According to this report, identifying a motive for the killing greatly improves the odds that police will solve the crime. That makes sense; it's going to be a lot easier to narrow the list of suspects if you have a sense of why the person was killed. So, yeah, I would say that killing a stranger, especially if it was just to watch him die, would be far easier than killing someone you know.

Who would be my target? I'd go the Navin R. Johnson route and just flip open the phone book to a random page. I'm not sure whether I'd go with the hard to mess up "12-gauge from close range" or something less obvious, but the key would be not doing anything where, in a struggle, the victim might scratch you and wind up with your DNA under their fingernails. Maybe curare darts? That'd be cool.

If I was targeting someone I knew? I think the key would be to create a situation where you were hanging out with the person, but no one outside of you two knew that you were hanging out. So, you know, you tell the significant other that you are going to the store, but you stop by the friend's house on the way. You'd have to park a couple streets over, so no one saw your car out front. Pour a little poison in his beer when he's not looking, then leave out the back. Obviously, you'd have to take some steps in the days leading up to it to make it truly clean. Make a point of visiting the same friend with other people a few days before so that any fingerprints could be explained. Stuff like that.
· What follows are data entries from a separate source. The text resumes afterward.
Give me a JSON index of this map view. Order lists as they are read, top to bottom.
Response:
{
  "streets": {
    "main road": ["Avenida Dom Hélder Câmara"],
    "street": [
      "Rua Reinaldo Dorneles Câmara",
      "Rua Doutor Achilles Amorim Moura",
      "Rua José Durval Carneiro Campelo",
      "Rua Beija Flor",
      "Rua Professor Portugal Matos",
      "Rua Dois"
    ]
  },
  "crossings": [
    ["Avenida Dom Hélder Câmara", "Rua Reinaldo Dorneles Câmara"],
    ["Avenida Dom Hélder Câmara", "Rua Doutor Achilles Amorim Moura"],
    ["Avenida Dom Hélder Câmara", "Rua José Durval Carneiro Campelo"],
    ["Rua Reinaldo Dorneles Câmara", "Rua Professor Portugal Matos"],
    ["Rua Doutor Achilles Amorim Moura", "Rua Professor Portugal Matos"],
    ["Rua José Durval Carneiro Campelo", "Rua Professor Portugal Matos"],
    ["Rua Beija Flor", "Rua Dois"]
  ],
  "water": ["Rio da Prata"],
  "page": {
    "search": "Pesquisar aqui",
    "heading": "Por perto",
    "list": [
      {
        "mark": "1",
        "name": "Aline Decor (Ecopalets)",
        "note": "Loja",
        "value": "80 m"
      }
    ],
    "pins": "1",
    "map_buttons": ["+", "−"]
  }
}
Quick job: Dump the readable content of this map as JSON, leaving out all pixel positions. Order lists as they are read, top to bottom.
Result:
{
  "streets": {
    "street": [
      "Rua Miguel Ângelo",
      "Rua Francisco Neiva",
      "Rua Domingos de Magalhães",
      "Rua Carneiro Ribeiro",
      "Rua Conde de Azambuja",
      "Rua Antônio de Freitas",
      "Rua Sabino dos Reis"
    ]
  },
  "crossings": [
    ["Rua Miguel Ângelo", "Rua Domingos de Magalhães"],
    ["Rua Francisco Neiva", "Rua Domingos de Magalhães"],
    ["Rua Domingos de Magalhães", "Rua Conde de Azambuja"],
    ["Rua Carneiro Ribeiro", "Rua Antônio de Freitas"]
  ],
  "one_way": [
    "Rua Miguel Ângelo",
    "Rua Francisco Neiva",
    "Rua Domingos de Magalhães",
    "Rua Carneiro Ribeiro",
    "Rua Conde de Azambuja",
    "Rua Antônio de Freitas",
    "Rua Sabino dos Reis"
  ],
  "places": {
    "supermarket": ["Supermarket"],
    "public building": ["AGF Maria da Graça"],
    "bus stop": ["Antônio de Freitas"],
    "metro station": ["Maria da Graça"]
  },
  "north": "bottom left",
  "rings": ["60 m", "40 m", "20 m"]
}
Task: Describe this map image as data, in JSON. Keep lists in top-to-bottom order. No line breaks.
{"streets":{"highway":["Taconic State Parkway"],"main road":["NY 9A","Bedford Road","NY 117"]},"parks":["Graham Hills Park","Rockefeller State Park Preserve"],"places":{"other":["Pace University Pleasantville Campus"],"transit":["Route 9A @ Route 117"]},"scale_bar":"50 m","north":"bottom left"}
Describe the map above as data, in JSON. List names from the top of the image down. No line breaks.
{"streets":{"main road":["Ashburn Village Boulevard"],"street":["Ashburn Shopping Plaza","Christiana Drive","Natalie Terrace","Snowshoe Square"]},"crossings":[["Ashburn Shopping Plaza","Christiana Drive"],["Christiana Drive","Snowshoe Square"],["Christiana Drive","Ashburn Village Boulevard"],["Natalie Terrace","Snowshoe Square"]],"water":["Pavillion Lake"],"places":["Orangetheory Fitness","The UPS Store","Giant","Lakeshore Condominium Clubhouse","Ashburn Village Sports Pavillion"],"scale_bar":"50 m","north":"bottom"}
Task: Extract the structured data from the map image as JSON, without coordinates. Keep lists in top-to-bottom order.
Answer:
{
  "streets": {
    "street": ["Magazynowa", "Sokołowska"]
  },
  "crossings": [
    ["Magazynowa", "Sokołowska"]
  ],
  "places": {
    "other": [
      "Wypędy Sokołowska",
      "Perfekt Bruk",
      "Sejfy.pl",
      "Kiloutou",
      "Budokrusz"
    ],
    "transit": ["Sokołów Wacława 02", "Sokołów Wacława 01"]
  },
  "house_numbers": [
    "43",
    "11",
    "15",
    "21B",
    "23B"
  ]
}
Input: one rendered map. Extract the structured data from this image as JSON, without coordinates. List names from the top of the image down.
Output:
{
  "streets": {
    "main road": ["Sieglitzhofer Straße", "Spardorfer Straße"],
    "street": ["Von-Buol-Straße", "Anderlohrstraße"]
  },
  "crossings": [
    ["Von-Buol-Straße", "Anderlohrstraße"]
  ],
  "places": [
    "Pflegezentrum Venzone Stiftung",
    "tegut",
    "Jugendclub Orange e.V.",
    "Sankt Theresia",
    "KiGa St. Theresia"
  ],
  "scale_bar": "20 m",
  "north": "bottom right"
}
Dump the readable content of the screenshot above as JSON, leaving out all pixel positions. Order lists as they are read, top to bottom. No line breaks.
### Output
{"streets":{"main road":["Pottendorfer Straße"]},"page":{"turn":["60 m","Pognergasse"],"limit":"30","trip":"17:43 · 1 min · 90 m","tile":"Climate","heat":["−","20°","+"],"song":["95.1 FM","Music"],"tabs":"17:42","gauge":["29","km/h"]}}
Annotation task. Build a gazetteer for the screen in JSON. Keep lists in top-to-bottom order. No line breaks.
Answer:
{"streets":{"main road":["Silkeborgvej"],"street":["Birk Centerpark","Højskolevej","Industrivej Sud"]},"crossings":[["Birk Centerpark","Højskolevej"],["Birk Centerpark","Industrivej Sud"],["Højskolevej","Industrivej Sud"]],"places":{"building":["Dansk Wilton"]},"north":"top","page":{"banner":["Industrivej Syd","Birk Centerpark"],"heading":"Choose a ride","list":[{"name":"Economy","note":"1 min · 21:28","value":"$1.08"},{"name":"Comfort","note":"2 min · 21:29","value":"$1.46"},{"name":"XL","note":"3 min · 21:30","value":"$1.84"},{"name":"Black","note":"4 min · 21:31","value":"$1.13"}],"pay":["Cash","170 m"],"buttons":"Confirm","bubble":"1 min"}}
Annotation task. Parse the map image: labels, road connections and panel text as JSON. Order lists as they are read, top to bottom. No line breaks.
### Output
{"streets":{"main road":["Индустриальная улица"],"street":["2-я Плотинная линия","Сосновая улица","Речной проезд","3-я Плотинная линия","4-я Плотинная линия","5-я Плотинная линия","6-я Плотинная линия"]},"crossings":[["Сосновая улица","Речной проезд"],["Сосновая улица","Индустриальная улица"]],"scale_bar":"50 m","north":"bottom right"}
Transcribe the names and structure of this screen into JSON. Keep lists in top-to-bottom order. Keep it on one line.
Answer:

[Author's note: The staff of BRB do not condone the senseless killing of anyone, be they a friend or just someone who sounds like a typical bastard.]

DiehardChris:

1. How can Amobi Okoye make it in the 3-4? All speculation is that he will play end, but I see you are projecting him at the nose. Gut feeling? Based on anything you think others are missing?

2. Assuming the Texans miss out on Nnamdi & Joseph, who is at the top of your FA list specifically at CB?

1. Well, in a traditional 3-4, he'd almost certainly have to play a DE role. The reason I think he can work at the nose in Wade's system is that Wade's NTs are not responsible for eating up two blockers. They play a one-gap system. Last year, when Amobi was put in a one-gap/penetrate-first role at UT, he played fairly well. I see no reason it couldn't work here. Besides, it's almost a matter of semantics to a large degree, as Wade's lines, when he doesn't have a massive NT, tend to be three guys who are all roughly the same size. Case in point: last year, Igor Olshansky (DE) weighed more than Jay Ratliff (NT).

2. If we miss on those two guys, I'd like to see us sign a couple solid veterans over, say, spending too much on Antonio Cromartie. (I don't want Ike Taylor at all.) The only one of the higher-profile names I'd be interested in would be Brent Grimes. If that didn't work out, I'd take any two of the following: Chris Houston, Eric Wright, Brandon Carr, and Stanford Routt, with Houston and Wright being my faves of the four.